(Beginning of EXTRACTED INFORMATION)
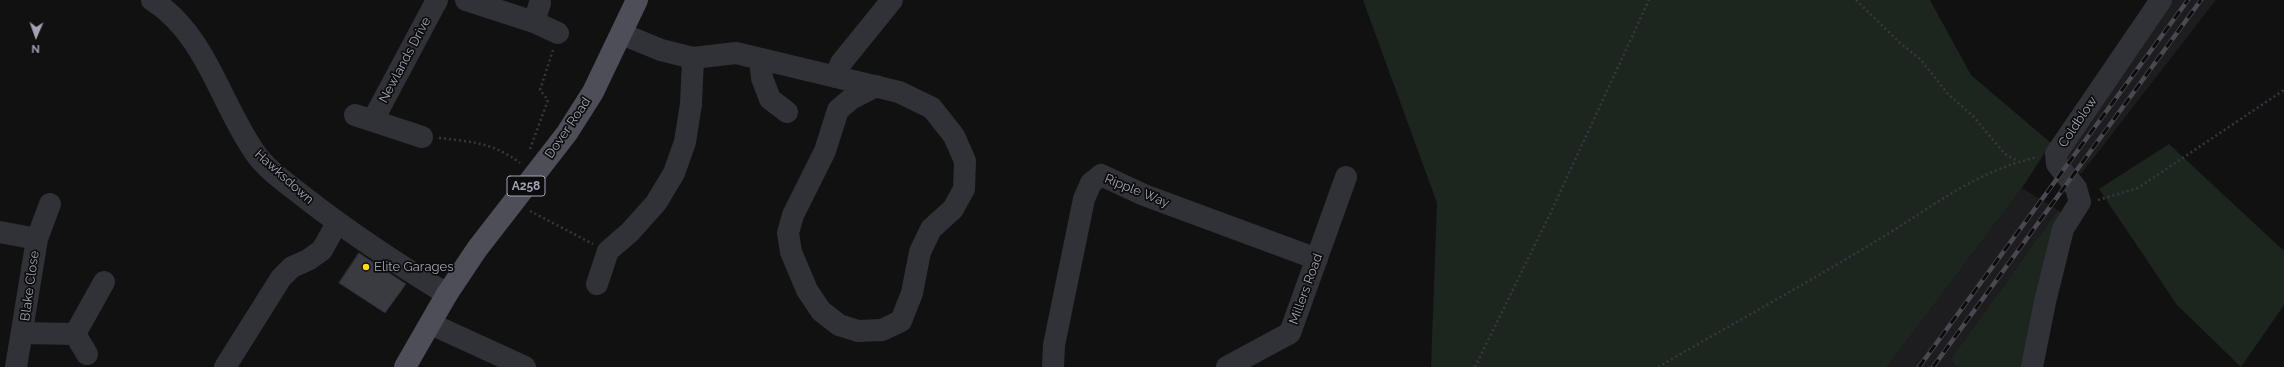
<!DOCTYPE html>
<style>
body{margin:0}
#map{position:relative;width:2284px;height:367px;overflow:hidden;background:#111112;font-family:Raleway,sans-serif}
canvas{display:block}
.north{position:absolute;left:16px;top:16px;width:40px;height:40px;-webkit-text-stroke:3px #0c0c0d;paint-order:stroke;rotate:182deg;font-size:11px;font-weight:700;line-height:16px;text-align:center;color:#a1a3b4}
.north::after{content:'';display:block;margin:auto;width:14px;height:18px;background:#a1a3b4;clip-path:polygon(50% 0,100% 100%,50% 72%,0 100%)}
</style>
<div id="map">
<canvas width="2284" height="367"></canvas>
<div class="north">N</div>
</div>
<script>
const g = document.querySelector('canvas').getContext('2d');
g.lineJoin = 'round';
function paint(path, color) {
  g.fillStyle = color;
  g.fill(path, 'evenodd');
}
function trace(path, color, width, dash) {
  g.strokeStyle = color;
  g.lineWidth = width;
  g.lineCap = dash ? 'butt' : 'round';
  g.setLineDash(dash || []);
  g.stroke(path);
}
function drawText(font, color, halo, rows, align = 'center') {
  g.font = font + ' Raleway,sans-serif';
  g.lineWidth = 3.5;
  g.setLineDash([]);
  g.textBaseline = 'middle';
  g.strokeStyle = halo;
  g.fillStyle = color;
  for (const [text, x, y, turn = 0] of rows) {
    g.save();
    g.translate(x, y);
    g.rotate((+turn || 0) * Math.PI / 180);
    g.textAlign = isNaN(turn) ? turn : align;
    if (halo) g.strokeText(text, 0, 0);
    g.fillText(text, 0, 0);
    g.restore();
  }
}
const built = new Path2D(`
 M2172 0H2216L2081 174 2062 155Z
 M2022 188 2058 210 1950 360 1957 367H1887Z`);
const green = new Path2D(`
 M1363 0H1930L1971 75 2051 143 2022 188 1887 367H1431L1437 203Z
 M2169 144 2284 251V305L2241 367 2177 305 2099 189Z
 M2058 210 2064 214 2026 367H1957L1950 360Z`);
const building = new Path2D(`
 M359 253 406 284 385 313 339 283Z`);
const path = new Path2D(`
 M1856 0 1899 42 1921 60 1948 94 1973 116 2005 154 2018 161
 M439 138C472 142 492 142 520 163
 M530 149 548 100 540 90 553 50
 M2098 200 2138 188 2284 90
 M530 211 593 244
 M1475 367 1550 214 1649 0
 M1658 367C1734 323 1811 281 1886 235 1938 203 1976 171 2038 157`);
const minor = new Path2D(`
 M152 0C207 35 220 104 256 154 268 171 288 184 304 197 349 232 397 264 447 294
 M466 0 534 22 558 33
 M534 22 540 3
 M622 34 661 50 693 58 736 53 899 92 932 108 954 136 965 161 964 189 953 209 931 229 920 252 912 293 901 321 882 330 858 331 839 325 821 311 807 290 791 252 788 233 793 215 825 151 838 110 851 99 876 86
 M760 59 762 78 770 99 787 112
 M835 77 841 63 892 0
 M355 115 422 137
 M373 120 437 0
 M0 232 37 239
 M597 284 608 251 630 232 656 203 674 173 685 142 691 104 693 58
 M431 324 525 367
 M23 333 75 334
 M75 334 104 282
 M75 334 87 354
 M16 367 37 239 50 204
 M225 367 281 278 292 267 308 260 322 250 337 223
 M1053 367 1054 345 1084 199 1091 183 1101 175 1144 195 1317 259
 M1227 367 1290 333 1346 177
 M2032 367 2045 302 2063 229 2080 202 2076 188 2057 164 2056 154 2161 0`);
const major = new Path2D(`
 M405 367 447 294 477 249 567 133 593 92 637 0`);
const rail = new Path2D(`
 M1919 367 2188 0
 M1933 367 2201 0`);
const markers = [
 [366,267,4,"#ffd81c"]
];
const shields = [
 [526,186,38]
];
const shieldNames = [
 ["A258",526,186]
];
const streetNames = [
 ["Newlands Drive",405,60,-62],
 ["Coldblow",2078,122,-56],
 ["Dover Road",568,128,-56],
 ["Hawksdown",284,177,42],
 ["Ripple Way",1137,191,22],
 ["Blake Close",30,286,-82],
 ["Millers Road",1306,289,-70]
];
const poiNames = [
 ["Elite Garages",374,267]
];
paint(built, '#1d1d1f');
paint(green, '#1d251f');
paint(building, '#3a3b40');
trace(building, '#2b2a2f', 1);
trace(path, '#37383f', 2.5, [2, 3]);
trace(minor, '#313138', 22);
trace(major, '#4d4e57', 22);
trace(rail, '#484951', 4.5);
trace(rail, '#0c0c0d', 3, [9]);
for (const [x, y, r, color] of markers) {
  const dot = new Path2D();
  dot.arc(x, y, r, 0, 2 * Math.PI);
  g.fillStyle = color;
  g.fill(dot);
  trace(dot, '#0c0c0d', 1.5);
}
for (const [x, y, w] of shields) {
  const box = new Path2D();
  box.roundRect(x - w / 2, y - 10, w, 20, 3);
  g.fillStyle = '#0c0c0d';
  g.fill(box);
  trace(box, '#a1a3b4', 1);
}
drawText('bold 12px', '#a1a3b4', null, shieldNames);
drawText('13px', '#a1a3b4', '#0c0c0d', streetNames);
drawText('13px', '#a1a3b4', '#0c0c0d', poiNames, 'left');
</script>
(End of EXTRACTED INFORMATION)
* [WHAT YOU NEED TO DO]:
How many lines in the listing above contain "rotate"? Answer with the number alone.

* [WRITTEN RESPONSE]:
2